● EXERCISE: Word for word, print the entries that follow.

*** RECORDS TO USE Section Begins ***

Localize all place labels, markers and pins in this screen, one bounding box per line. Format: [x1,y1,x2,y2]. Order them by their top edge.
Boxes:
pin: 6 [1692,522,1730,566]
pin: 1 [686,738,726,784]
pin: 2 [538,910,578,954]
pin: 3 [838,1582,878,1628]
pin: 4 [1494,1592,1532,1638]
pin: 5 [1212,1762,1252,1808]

*** RECORDS TO USE Section Ends ***

● TASK ANSWER:
Localize all place labels, markers and pins in this screen, one bounding box per line. Format: [x1,y1,x2,y2]. Order them by their top edge.
Boxes:
pin: 6 [1692,522,1730,566]
pin: 1 [686,738,726,784]
pin: 2 [538,910,578,954]
pin: 3 [838,1582,878,1628]
pin: 4 [1494,1592,1532,1638]
pin: 5 [1212,1762,1252,1808]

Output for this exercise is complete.